Provided entries -
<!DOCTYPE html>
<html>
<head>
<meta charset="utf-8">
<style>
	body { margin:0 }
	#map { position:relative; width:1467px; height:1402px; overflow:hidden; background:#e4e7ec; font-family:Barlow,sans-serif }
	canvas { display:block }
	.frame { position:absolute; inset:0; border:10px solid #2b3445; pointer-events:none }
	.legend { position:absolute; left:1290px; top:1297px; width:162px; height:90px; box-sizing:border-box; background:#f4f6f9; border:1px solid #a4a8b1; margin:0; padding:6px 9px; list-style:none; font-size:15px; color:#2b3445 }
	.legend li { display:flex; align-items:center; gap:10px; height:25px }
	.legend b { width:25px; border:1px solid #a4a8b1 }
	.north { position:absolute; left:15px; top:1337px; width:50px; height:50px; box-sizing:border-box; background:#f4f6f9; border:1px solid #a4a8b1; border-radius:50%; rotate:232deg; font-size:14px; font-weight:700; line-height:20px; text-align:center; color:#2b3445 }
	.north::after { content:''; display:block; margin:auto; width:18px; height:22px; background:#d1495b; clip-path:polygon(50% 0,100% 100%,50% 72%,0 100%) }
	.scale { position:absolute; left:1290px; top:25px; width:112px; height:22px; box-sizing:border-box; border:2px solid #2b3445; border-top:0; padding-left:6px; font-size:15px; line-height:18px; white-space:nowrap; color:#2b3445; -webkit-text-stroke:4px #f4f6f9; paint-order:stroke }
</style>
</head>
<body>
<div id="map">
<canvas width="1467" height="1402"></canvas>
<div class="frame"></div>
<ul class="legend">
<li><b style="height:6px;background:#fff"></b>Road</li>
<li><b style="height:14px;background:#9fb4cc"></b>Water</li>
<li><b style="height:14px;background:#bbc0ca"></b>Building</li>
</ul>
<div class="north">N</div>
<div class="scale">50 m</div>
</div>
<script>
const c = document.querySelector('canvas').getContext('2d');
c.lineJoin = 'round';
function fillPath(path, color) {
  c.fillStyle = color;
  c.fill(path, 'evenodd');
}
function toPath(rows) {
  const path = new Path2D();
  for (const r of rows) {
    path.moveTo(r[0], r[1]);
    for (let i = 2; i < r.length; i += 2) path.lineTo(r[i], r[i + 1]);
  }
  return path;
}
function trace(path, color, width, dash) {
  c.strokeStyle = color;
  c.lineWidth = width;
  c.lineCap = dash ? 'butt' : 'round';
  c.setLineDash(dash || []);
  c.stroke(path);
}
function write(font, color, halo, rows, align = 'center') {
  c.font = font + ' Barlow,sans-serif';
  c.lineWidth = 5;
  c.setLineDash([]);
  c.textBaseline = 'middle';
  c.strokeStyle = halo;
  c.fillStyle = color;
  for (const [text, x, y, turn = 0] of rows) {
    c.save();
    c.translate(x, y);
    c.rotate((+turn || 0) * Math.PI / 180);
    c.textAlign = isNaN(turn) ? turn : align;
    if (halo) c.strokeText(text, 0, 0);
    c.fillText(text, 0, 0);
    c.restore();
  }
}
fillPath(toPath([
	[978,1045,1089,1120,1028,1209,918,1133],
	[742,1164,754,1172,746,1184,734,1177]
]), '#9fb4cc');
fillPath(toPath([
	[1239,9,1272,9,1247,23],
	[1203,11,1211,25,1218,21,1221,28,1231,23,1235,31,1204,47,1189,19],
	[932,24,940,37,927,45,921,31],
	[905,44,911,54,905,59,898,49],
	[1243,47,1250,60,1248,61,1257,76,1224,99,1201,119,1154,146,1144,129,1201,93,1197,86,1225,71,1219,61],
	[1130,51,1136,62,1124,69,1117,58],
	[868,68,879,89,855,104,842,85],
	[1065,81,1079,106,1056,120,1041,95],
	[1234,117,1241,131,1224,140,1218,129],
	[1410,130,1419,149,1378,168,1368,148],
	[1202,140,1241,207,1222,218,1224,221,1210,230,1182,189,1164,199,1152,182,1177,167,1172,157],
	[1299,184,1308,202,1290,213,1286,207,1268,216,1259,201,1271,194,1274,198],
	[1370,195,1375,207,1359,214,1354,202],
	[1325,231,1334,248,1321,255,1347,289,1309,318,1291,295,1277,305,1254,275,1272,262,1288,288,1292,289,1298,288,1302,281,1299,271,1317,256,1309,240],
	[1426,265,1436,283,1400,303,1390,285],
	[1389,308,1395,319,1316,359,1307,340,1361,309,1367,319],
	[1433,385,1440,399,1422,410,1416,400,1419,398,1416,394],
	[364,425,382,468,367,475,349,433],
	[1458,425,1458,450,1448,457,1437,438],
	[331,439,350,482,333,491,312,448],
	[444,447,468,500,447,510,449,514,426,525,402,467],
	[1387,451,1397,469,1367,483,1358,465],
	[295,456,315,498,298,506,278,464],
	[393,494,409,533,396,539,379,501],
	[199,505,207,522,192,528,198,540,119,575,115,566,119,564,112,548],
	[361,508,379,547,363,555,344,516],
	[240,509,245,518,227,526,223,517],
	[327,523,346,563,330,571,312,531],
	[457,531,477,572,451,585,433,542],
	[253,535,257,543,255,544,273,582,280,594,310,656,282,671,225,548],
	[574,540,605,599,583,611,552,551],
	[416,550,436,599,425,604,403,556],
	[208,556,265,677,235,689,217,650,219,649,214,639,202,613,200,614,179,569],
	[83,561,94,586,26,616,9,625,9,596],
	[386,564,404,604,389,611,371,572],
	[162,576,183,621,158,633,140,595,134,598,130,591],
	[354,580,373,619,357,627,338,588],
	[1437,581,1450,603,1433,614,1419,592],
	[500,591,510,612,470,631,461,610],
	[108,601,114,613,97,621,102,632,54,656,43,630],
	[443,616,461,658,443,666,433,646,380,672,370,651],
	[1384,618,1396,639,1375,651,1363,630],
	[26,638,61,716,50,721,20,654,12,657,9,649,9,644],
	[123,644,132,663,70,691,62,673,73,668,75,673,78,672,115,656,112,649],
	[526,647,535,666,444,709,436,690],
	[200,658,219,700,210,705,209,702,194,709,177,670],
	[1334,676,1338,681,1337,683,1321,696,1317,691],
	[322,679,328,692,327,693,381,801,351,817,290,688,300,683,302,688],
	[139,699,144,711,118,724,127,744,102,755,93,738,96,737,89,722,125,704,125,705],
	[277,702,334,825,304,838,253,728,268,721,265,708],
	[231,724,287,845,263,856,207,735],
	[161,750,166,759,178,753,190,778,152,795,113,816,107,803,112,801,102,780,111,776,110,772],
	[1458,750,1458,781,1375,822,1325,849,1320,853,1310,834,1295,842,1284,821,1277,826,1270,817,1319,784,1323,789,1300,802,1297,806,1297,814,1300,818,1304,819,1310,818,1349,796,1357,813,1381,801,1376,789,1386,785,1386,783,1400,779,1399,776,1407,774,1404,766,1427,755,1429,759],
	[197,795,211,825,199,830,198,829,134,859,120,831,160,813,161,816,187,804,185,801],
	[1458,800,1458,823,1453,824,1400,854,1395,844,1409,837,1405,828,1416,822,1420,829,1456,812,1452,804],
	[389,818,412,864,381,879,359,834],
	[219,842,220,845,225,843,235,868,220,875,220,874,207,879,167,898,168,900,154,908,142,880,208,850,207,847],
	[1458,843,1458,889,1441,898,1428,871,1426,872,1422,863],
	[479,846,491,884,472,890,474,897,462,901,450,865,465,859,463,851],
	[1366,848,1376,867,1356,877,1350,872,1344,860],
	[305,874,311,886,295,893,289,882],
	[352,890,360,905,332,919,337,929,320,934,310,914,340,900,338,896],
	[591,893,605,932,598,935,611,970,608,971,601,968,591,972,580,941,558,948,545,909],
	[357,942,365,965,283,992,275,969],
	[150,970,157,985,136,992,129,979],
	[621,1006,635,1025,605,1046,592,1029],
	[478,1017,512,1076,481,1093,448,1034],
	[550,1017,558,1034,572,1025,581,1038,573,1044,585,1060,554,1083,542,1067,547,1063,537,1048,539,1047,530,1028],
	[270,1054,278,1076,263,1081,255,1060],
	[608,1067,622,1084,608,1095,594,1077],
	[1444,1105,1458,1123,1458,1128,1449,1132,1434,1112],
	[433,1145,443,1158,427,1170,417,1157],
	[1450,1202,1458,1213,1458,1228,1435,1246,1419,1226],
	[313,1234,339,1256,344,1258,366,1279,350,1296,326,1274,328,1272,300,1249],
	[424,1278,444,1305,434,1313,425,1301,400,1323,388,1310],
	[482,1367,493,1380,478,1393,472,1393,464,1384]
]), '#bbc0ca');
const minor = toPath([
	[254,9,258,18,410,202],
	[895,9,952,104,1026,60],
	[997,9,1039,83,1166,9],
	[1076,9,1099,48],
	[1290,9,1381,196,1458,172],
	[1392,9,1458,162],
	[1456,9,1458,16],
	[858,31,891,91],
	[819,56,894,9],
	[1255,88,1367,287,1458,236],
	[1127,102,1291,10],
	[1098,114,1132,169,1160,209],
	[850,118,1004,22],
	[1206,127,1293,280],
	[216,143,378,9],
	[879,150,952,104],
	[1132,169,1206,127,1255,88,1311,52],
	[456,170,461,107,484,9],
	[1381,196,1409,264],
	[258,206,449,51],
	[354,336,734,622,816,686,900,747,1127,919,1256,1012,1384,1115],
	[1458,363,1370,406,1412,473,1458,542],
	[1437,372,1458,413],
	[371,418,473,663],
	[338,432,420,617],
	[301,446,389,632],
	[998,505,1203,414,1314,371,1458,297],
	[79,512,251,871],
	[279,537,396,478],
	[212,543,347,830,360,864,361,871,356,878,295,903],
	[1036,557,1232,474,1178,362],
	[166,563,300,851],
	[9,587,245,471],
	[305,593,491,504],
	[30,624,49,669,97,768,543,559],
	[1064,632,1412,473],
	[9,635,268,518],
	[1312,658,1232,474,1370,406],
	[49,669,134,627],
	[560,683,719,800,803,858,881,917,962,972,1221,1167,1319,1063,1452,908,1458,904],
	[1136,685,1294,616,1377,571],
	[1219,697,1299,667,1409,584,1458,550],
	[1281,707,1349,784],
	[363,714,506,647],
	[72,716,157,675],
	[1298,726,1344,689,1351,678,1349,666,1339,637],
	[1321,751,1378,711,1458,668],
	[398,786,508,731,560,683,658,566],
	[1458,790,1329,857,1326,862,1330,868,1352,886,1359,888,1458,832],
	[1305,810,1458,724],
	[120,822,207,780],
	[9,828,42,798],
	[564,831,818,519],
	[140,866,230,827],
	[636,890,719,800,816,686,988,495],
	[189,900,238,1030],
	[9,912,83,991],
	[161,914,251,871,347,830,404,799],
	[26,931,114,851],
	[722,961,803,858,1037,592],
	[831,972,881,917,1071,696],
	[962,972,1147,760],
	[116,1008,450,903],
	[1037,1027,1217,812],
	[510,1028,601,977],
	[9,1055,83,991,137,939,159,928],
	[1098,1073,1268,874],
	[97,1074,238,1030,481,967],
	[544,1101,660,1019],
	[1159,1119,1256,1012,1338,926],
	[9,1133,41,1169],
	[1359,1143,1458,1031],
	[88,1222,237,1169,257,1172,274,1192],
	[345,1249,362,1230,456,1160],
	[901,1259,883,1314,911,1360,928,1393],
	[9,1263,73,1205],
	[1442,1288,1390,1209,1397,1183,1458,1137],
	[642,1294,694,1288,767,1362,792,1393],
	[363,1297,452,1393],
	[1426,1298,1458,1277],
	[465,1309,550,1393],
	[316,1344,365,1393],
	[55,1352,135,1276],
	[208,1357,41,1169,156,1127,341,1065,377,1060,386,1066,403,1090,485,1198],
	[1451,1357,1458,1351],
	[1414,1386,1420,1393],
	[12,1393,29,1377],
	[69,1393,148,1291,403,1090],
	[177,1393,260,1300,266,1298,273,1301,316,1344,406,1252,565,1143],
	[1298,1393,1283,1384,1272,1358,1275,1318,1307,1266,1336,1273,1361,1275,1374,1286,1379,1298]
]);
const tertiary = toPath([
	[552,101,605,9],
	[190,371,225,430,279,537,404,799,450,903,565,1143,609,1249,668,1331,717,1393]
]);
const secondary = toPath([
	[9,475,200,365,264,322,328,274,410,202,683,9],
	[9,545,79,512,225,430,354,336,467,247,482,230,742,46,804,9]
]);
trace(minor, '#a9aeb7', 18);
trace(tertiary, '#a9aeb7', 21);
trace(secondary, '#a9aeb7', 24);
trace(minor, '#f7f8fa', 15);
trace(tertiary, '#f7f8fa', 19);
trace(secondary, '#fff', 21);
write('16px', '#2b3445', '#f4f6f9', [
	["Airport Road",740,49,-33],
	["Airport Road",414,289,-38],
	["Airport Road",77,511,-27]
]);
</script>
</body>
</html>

* * *

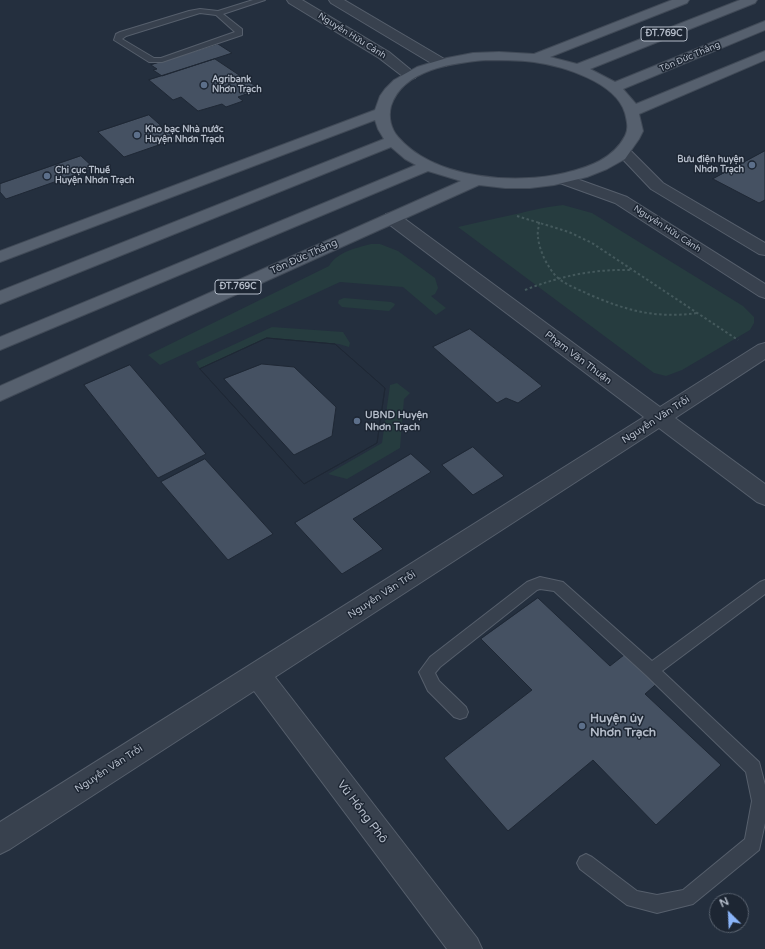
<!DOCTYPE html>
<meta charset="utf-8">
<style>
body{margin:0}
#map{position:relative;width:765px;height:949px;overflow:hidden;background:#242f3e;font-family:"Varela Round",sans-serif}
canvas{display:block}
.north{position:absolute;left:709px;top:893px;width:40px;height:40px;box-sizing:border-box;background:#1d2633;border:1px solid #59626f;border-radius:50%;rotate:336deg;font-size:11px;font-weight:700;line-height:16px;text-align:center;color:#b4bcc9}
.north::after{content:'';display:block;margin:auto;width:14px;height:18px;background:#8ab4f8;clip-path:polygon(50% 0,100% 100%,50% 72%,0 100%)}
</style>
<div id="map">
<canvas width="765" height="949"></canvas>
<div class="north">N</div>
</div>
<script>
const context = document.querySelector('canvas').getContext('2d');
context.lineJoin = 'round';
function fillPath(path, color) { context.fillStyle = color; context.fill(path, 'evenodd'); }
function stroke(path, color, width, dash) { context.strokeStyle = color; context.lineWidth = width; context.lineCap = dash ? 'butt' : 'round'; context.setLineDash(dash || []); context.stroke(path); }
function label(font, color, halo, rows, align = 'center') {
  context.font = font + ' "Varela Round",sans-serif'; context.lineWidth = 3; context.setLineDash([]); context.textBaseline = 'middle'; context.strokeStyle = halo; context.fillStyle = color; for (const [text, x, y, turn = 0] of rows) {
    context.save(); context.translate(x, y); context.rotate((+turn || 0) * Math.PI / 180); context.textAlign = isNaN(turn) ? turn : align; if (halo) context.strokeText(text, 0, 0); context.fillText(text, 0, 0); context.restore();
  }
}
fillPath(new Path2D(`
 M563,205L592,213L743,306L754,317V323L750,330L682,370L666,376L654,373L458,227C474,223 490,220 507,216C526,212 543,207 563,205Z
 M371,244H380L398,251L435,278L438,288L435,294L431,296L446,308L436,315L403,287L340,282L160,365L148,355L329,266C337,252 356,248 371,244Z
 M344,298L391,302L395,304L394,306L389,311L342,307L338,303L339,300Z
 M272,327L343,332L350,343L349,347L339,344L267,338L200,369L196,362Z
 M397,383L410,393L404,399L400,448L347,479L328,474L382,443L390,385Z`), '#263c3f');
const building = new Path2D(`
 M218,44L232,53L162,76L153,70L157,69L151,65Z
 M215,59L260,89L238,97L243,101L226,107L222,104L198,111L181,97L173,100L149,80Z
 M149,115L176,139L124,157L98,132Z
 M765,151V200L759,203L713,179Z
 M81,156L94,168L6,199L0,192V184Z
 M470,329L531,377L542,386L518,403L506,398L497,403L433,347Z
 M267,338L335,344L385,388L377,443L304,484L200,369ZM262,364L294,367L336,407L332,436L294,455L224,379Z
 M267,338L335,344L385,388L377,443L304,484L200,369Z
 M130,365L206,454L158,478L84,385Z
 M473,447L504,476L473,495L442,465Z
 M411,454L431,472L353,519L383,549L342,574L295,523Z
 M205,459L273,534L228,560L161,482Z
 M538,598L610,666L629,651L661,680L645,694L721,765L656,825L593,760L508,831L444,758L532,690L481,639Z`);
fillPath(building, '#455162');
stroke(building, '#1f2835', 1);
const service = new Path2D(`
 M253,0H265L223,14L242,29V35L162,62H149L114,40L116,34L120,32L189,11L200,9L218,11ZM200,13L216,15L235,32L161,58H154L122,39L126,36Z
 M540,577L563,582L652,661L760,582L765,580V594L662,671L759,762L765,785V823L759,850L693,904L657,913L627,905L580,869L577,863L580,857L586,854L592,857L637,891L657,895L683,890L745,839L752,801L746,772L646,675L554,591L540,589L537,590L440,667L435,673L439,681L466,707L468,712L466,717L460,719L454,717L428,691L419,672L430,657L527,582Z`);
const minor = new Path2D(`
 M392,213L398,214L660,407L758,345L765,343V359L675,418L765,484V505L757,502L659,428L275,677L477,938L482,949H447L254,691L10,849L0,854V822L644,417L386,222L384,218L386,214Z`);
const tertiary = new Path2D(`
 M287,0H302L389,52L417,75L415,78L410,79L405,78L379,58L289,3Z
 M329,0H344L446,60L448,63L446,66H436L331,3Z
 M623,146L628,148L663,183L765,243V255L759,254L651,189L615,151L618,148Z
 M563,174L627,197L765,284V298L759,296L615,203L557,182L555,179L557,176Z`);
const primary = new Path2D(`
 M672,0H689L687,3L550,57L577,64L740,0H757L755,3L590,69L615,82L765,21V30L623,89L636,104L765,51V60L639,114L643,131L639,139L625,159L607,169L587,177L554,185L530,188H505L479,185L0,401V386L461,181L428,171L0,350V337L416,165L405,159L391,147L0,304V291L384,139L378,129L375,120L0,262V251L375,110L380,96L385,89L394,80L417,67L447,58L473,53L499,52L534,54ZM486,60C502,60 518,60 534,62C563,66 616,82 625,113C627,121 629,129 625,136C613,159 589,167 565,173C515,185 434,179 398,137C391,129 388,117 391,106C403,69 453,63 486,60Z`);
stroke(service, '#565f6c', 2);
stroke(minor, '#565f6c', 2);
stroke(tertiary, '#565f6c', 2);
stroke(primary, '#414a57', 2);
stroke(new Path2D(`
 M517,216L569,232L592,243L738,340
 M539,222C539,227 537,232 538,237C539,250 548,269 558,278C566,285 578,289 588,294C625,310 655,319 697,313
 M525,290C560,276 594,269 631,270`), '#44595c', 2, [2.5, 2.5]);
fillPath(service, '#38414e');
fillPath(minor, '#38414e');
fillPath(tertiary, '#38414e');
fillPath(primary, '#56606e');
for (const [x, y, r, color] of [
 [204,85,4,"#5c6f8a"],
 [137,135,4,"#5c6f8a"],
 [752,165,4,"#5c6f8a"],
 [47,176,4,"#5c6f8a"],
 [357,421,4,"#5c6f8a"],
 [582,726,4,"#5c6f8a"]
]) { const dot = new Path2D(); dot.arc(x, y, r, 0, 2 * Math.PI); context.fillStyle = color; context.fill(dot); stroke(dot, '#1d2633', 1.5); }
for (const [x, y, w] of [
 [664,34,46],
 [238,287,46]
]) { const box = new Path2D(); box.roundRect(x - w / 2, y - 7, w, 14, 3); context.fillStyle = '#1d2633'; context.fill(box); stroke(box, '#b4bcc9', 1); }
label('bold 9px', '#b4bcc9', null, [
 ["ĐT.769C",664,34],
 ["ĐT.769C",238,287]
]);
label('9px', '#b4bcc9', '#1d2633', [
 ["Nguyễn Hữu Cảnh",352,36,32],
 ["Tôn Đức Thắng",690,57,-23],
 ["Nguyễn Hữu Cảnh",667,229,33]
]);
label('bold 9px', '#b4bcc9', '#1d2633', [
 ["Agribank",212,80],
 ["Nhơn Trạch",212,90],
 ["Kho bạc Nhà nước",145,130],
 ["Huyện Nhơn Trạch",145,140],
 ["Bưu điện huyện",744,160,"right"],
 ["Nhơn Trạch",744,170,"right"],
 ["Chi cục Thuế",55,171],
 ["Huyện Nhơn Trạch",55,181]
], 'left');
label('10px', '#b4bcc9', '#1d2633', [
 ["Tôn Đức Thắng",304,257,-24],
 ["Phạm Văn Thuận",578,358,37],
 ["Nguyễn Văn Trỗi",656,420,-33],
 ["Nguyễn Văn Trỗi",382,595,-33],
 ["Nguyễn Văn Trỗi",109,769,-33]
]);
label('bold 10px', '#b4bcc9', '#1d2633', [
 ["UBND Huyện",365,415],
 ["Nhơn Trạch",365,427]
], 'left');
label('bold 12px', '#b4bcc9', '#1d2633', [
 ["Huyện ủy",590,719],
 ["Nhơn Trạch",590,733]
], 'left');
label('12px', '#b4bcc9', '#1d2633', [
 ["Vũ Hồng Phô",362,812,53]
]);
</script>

Problem description -
In the listing above, how many lines include the string "getContext"? Say only the number.

Task output -
2